With the release of the remake of the 1980s blood-fest Robocop upon us, there have been a few reviews knocking around in which I have seen various people telling me how much they love and respect the original movie.  Robocop is a film I saw as a teenager, probably at too young an age as several of the brutally violent scenes have stuck in my mind ever since.  It's a film that I never had any great affinity for, but since seeing so many people who's views I usually respect talking it up I decided to watch it again.  With nothing to do a few Friday evenings ago (Valentines Day) I fired up Netflix in the hope of finding Robocop and yes, there it was.  Time to watch it again for the first time in over 20 years.

It was almost immediately obvious from the opening scenes that the satire of Robocop had totally passed me by as a young teenager.  We are treated to a series of farcical news reports and adverts set in a corporate dominated near-future.  Here, the US city of Detroit has been condemned to rot under the heel of ruthless criminals, while the police officers who are supposed to fight them are reduced to cannon fodder in a war the corporation is funding both sides of.

Robocop is very similar to Starship Troopers.  Both are films that present a hyper-real nightmare vision of a near future in which the corporation / fascist government is set upon erasing all traces of humanity that don't fit into their plan.  Of course these films both have the same director, so the comparison is obvious.  Inside the first 5 minutes we are treated to the infamous ED-209 scene (youtube clip not available) in which an over-the-top military grade android is presented as the solution to Detroit's crime problems.  The droid comes complete with automatic machine guns, which are for some reason fully-loaded for the boardroom demonstration that goes wrong in elaborately gory fashion after ED-209 decides that one of the board members is a threat that needs to be 'neutralised'.  All the rest of the boardroom seem to care about is that there's now one less person trying to climb the greasy pole.  It's a scene that sets the tone for the rest of the film as a hyper-violent parody of the militarisation of the police and the seedy effect that corporate influence can have over society.

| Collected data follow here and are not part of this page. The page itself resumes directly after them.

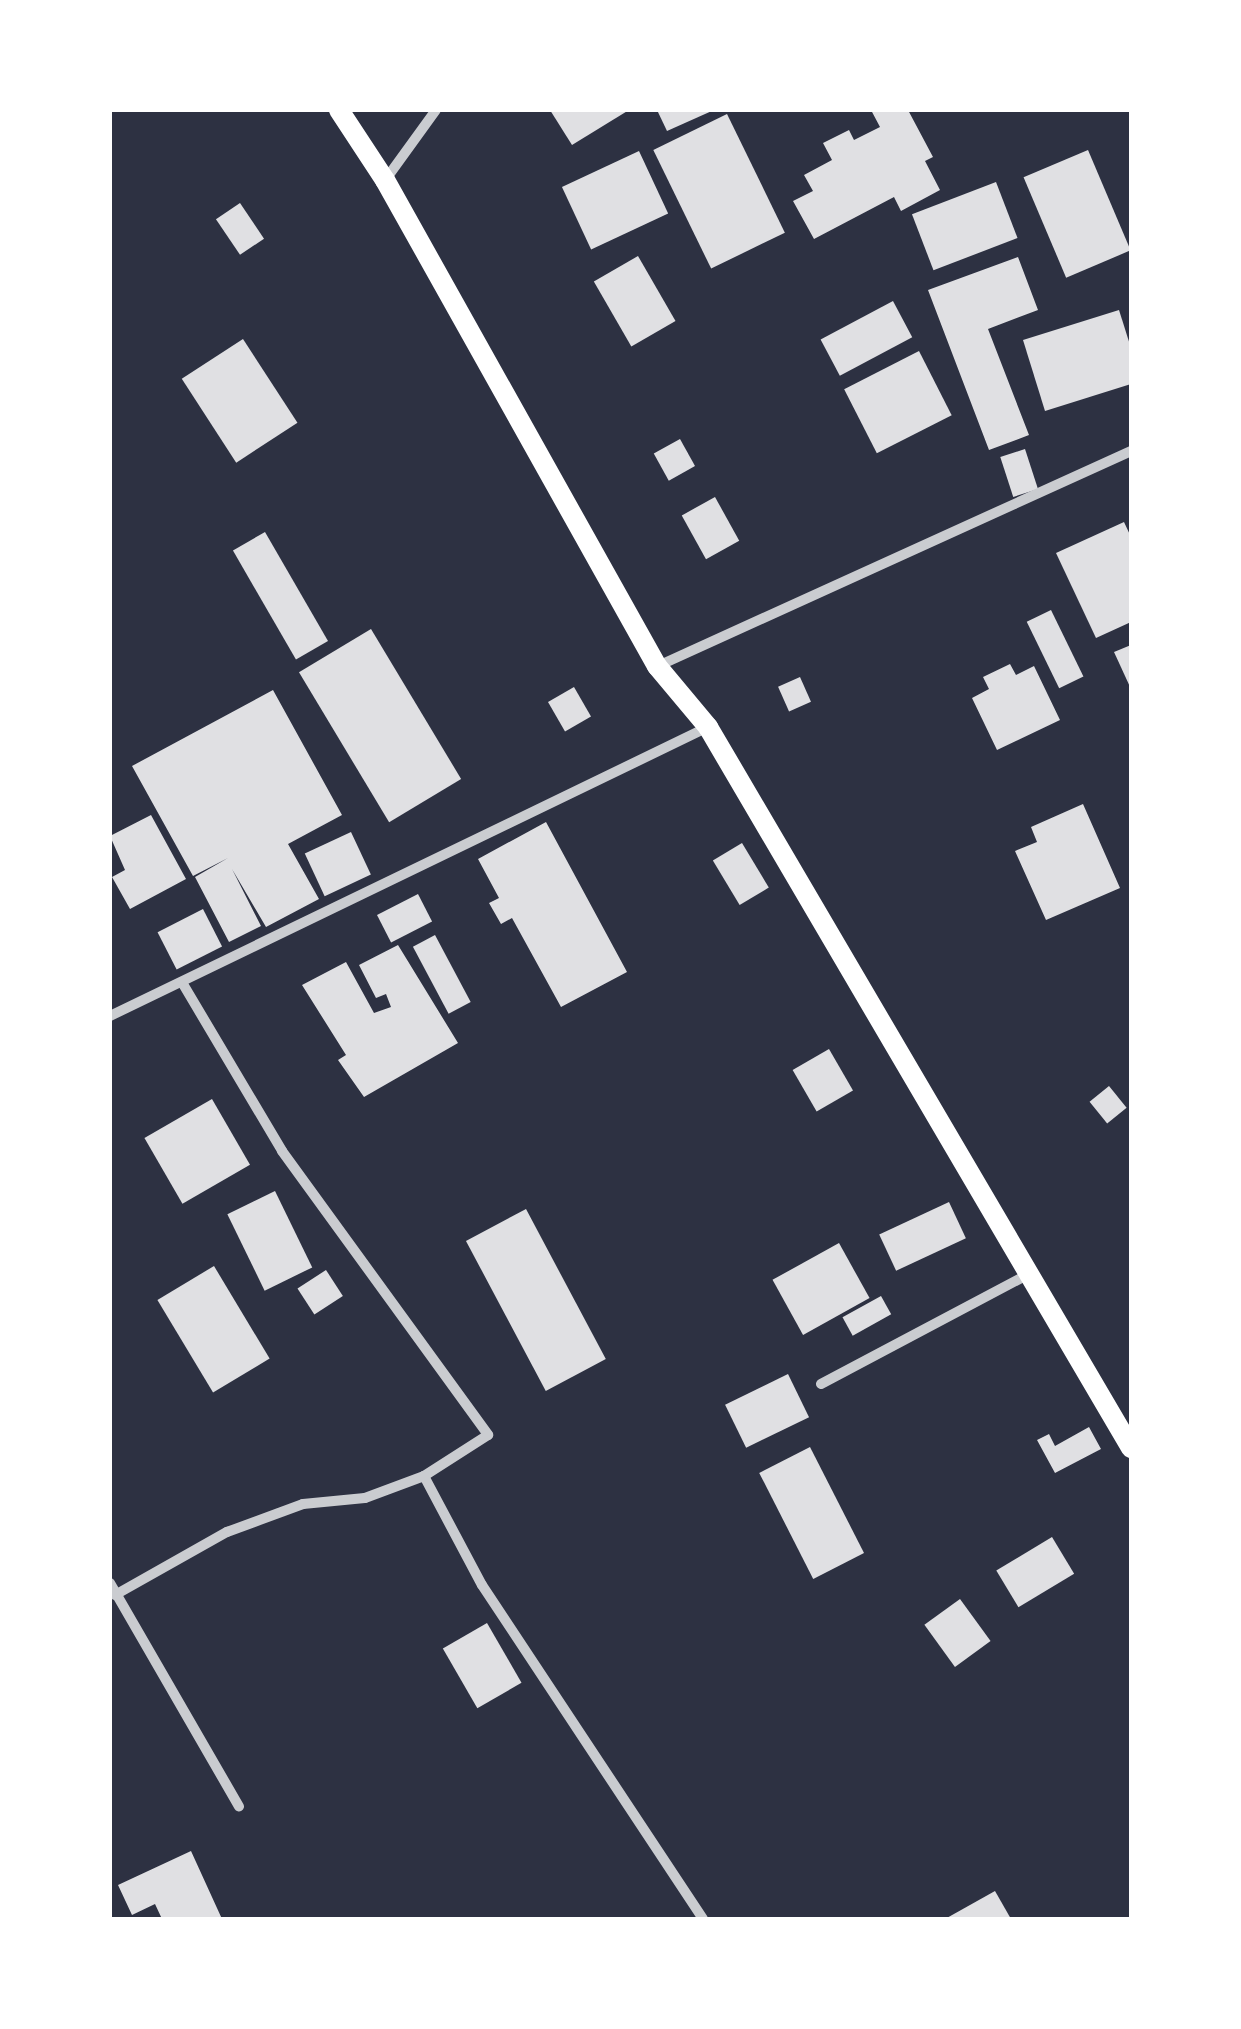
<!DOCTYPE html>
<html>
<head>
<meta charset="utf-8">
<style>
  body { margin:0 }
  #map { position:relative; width:1241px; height:2029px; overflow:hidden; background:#2d3142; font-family:Karla,sans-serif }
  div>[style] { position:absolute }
  .building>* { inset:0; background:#e0e0e3; transform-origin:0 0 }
  .minor>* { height:10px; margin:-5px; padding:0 5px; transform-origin:5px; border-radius:5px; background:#caccd0 }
  .secondary>* { height:20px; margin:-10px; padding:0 10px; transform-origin:10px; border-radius:10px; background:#fff }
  span { translate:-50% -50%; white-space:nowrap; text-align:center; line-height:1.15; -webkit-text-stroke:9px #fff; paint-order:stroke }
  .frame { position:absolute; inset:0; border:112px solid #fff; pointer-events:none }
</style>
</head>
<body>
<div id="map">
  <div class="building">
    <div style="clip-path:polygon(550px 110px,629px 110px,572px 145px)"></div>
    <div style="clip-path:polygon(657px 110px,714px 110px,667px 131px)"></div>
    <div style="clip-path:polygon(871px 110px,908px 110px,933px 157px,925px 161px,940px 190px,901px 211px,894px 197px,814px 239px,793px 201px,813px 191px,804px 175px,832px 160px,823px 143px,849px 130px,854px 140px,880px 127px)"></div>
    <div style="left:727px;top:114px;width:132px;height:82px;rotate:64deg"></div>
    <div style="left:1088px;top:150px;width:109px;height:70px;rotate:67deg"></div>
    <div style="left:639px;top:151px;width:69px;height:85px;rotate:65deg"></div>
    <div style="left:996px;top:182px;width:60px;height:90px;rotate:69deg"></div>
    <div style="left:240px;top:203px;width:43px;height:29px;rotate:56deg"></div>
    <div style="left:638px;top:256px;width:75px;height:51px;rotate:60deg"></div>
    <div style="clip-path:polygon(1018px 257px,1038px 310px,988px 329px,1029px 435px,989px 450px,928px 290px)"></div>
    <div style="left:893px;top:301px;width:41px;height:82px;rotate:62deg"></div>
    <div style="clip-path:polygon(1119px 310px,1131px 348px,1131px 384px,1045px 411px,1023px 340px)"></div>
    <div style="left:243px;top:339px;width:100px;height:73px;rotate:57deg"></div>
    <div style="left:919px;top:351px;width:72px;height:84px;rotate:63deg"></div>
    <div style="left:680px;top:439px;width:31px;height:30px;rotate:61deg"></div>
    <div style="left:1025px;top:449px;width:42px;height:26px;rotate:72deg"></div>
    <div style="left:715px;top:497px;width:50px;height:38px;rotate:61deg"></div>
    <div style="clip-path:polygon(1124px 522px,1131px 537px,1131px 622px,1096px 638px,1056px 553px)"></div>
    <div style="left:265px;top:532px;width:126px;height:37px;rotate:60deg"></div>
    <div style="left:1051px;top:610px;width:74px;height:27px;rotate:64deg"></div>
    <div style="left:371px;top:629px;width:175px;height:84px;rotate:59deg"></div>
    <div style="clip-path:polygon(1131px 645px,1131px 689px,1114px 652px)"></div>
    <div style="clip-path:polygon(1010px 664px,1016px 675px,1034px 666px,1060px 720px,997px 750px,972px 698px,989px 689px,983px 677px)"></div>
    <div style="left:800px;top:677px;width:27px;height:24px;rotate:66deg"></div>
    <div style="left:574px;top:687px;width:34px;height:30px;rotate:60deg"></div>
    <div style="clip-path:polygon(273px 690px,342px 815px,288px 844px,319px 899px,266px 927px,232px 869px,261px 926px,229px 942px,195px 877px,228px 858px,193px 876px,132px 766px)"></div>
    <div style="clip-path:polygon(1083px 804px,1120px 888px,1046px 920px,1015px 851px,1037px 842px,1031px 827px)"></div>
    <div style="clip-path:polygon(151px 815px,186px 879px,130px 909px,112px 877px,125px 870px,110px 836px)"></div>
    <div style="clip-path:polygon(546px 822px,627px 972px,561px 1007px,512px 918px,501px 924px,489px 903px,499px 898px,478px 859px)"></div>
    <div style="left:351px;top:832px;width:47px;height:51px;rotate:65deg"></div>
    <div style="left:742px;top:843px;width:52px;height:34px;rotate:59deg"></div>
    <div style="left:418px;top:894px;width:31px;height:46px;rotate:63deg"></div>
    <div style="left:203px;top:909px;width:42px;height:51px;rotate:63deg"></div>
    <div style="left:435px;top:935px;width:76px;height:25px;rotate:62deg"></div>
    <div style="clip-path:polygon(398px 945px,458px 1043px,364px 1097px,338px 1060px,346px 1055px,302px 985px,346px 962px,374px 1013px,391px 1007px,386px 994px,376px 998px,359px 965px)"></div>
    <div style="left:829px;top:1049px;width:48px;height:42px;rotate:60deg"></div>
    <div style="left:1109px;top:1086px;width:28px;height:25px;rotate:51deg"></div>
    <div style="left:212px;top:1099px;width:76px;height:78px;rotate:60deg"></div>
    <div style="left:275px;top:1191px;width:85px;height:53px;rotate:64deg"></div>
    <div style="left:949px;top:1202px;width:40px;height:77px;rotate:65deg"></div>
    <div style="left:526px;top:1209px;width:170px;height:68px;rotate:62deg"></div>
    <div style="left:839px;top:1243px;width:63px;height:76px;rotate:61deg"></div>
    <div style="left:214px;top:1266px;width:108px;height:66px;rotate:59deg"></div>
    <div style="left:326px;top:1270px;width:31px;height:34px;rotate:57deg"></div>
    <div style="left:881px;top:1296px;width:21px;height:44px;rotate:61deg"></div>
    <div style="left:788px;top:1374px;width:48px;height:70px;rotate:64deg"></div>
    <div style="clip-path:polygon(1089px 1427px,1101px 1449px,1055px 1473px,1037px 1440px,1049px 1434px,1055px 1446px)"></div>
    <div style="left:810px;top:1447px;width:119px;height:57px;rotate:63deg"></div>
    <div style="left:1052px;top:1537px;width:43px;height:65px;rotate:59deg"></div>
    <div style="left:960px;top:1599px;width:52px;height:44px;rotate:54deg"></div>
    <div style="left:487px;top:1623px;width:69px;height:51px;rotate:60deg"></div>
    <div style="clip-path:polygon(191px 1851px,222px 1919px,162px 1919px,155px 1904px,132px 1915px,118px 1885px)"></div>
    <div style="clip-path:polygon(995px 1891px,1011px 1919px,945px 1919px)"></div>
  </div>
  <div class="minor">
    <div style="left:386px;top:179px;width:85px;rotate:-54.1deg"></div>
    <div style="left:658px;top:666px;width:520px;rotate:-24.44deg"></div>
    <div style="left:183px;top:984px;width:194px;rotate:59.3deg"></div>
    <div style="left:282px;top:1151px;width:351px;rotate:54deg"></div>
    <div style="left:488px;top:1435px;width:76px;rotate:147.4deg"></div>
    <div style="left:424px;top:1476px;width:123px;rotate:62deg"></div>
    <div style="left:482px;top:1585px;width:400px;rotate:56.5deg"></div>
    <div style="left:110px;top:1016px;width:664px;rotate:-25.79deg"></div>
    <div style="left:821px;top:1384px;width:235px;rotate:-27.9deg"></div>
    <div style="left:110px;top:1583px;width:258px;rotate:60deg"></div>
    <div style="left:115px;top:1595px;width:129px;rotate:-29.4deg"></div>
    <div style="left:227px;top:1532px;width:81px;rotate:-20.2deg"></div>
    <div style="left:303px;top:1504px;width:62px;rotate:-5.5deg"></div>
    <div style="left:365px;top:1498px;width:63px;rotate:-20.4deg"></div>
  </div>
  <div class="secondary">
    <div style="left:339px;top:110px;width:84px;rotate:56.7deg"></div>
    <div style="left:385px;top:180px;width:557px;rotate:60.77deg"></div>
    <div style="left:657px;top:666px;width:80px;rotate:50.1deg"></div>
    <div style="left:708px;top:727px;width:836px;rotate:59.6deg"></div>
  </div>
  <div class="frame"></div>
</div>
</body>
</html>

The acting is very hammy in places and the film revels in clichés (angry black police sergeant, evil corporate boss and their toady stooges) but the point is made in spite of this.  Even by modern standards it's an incredibly violent film.  It harks back to an age before digital effects when fake blood was used on set rather than being digitally added in post-production.  The two crucial scenes at the start of the film when ED-209 kills the boardroom toadie and then Officer Murphy is murdered in cold blood each go on for much longer than strictly necessary.  There is a lot of focus on the injury and harm being done, with the final bullet through Murphy's head being shown in close-up as it creates a hole through his skull.  For these reasons I expect that even as a contemporary film it would be an 18.

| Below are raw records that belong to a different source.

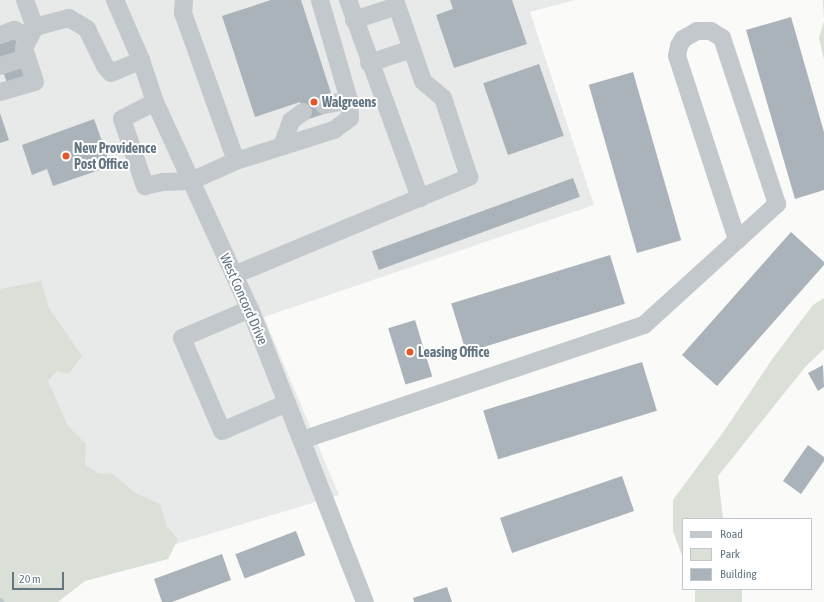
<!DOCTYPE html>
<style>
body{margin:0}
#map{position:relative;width:824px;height:602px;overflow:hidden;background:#fafaf8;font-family:"Asap Condensed",sans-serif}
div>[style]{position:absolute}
.built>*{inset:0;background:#e8e9e9}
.green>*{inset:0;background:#dadfd7;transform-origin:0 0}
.stream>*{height:5px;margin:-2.5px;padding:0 2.5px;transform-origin:2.5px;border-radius:2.5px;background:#bbc7cb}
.building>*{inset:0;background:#aab3b9;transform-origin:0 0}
.minor>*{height:18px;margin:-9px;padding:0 9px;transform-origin:9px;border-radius:9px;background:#c3c8cc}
.dots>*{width:11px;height:11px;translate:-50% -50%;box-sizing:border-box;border:2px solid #fff;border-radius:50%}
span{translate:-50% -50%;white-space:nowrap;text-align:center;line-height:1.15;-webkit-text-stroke:4px #fff;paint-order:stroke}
.poi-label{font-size:14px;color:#657683;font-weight:700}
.left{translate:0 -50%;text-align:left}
.street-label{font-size:14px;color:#657683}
.legend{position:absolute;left:682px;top:518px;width:130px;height:72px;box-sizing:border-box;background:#fff;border:1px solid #c1c8cd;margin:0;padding:5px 7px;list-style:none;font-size:12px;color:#657683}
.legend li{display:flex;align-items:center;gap:8px;height:20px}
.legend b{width:20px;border:1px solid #c1c8cd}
.scale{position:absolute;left:12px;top:572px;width:52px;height:18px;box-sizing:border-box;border:2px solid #657683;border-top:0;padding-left:5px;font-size:12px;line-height:14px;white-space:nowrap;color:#657683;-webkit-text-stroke:3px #fff;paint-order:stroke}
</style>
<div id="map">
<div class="built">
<div style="clip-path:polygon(0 0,575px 0,530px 12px,594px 205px,264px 317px,339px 495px,130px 558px,0 303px)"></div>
</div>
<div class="green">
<div style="clip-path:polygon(823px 0,824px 0,824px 60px,819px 38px,824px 21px)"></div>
<div style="clip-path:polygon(41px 281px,49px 308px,82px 356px,69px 374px,57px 371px,48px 381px,68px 426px,86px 444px,85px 465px,98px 473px,113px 474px,135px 493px,160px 504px,167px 527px,178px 539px,168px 559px,85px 581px,58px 602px,0 602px,0 289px)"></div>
<div style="clip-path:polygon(824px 298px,824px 349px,806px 366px,718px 476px,723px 519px,683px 519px,683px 558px,673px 531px,673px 500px,724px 431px,773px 358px,813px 305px)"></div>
<div style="left:695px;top:589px;width:47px;height:14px"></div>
</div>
<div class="stream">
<div style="left:0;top:600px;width:2px;rotate:63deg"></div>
</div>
<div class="building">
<div style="clip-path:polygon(271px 0,301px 0,331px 93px,321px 96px,327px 113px,306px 120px,300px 102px,255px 117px,222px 16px)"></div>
<div style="clip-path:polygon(450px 0,512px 0,527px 44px,454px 68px,436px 15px,453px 9px)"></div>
<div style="clip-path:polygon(791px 17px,824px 132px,824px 190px,795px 199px,746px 30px)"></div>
<div style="clip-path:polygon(14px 34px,28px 80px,8px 87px,0 61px,0 38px)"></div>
<div style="left:539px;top:64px;width:76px;height:59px;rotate:71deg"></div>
<div style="left:633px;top:72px;width:175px;height:46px;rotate:74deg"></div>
<div style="clip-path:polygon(0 113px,9px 140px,0 143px)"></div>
<div style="clip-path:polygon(94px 119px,111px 166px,53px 186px,47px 169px,32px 175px,22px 145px)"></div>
<div style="left:573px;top:178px;width:20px;height:214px;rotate:70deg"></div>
<div style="clip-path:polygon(791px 232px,824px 262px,824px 265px,717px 386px,682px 355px)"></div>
<div style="left:610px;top:255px;width:51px;height:166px;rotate:73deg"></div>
<div style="left:415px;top:320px;width:59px;height:28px;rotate:73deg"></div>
<div style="left:642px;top:362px;width:51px;height:166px;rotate:73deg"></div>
<div style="clip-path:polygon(823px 365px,824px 387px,818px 391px,808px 373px)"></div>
<div style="clip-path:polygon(808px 445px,824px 457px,824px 461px,801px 494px,783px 481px)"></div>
<div style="left:622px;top:476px;width:37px;height:129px;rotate:71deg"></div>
<div style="left:296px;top:531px;width:26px;height:65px;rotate:69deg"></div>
<div style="clip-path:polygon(222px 554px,231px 580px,172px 602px,162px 602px,154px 579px)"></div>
<div style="clip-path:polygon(447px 587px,452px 602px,414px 602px,413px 598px)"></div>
</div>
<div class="minor">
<div style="left:25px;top:0;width:29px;rotate:70deg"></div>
<div style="left:115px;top:0;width:65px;rotate:66.6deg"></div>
<div style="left:141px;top:60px;width:44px;rotate:71.6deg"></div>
<div style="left:155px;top:102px;width:233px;rotate:65.4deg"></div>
<div style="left:252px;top:314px;width:309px;rotate:68.6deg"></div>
<div style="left:184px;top:0;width:13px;rotate:94deg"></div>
<div style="left:183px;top:13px;width:157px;rotate:70.3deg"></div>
<div style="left:236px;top:161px;width:103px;rotate:-17.6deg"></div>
<div style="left:334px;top:130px;width:20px;rotate:-37deg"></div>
<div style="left:350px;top:118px;width:18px;rotate:-93deg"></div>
<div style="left:349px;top:100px;width:104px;rotate:-106.2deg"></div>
<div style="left:348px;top:0;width:211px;rotate:70deg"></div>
<div style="left:354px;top:20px;width:45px;rotate:-18deg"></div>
<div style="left:0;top:35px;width:15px;rotate:-20deg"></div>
<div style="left:14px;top:30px;width:17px;rotate:24deg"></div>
<div style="left:369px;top:63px;width:45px;rotate:-18deg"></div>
<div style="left:0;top:66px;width:28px;rotate:-18deg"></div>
<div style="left:0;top:92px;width:36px;rotate:-16deg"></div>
<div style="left:35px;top:82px;width:36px;rotate:-108deg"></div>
<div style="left:24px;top:48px;width:24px;rotate:-62deg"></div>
<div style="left:35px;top:27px;width:35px;rotate:-15deg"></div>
<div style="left:69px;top:18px;width:21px;rotate:31deg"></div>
<div style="left:87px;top:29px;width:41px;rotate:64.1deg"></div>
<div style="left:105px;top:66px;width:9px;rotate:49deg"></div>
<div style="left:111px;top:73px;width:33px;rotate:-23deg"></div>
<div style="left:155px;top:102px;width:37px;rotate:153deg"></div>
<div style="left:122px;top:119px;width:71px;rotate:71.1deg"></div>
<div style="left:145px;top:186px;width:18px;rotate:-13deg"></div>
<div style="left:163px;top:182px;width:28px;rotate:-2deg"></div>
<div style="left:191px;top:181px;width:49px;rotate:-24deg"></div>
<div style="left:324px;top:105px;width:25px;rotate:-11deg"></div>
<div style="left:282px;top:146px;width:27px;rotate:-70deg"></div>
<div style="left:291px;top:121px;width:15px;rotate:-37deg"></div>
<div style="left:234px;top:275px;width:255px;rotate:-22.6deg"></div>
<div style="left:469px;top:177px;width:83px;rotate:-108.2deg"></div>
<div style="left:443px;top:98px;width:26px;rotate:-140deg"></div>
<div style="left:423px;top:81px;width:86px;rotate:-109.1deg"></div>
<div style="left:250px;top:309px;width:74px;rotate:156.9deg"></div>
<div style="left:182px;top:338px;width:101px;rotate:66.7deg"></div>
<div style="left:222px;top:431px;width:71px;rotate:-23.3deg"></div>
<div style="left:302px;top:440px;width:361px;rotate:-18.6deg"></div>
<div style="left:644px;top:325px;width:180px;rotate:-42.3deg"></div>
<div style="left:777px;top:204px;width:175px;rotate:-108.3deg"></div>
<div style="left:722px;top:38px;width:13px;rotate:-148deg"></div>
<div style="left:711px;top:31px;width:14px;rotate:180deg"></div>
<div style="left:697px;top:31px;width:16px;rotate:150deg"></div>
<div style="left:683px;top:39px;width:8px;rotate:120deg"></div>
<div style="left:679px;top:46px;width:10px;rotate:101deg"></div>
<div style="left:677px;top:56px;width:194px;rotate:71.9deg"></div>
</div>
<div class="dots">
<div style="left:314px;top:102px;background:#e4572e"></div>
<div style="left:66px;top:156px;background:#e4572e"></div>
<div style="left:410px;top:352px;background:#e4572e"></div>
</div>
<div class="poi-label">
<span class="left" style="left:322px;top:102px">Walgreens</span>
<span class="left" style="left:74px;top:156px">New Providence<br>Post Office</span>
<span class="left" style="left:418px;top:352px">Leasing Office</span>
</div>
<div class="street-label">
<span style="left:244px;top:299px;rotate:66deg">West Concord Drive</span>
</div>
<ul class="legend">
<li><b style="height:5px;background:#c3c8cc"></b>Road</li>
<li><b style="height:11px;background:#dadfd7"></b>Park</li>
<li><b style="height:11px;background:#aab3b9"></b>Building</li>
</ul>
<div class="scale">20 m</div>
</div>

If the new version of Robocop does nothing else, then at the very least it has given me an excuse to go and seek out the original for the first time in what must be 20 years.  It's a film that deserves a lot more credit than I had been prepared to give it, and with grown-up eyes it's clearly much more than just a cheesily-acted slice of ultra-violence.  What films did you watch as a kid and have never seen since?  Perhaps it's time to go back and give some of them another go.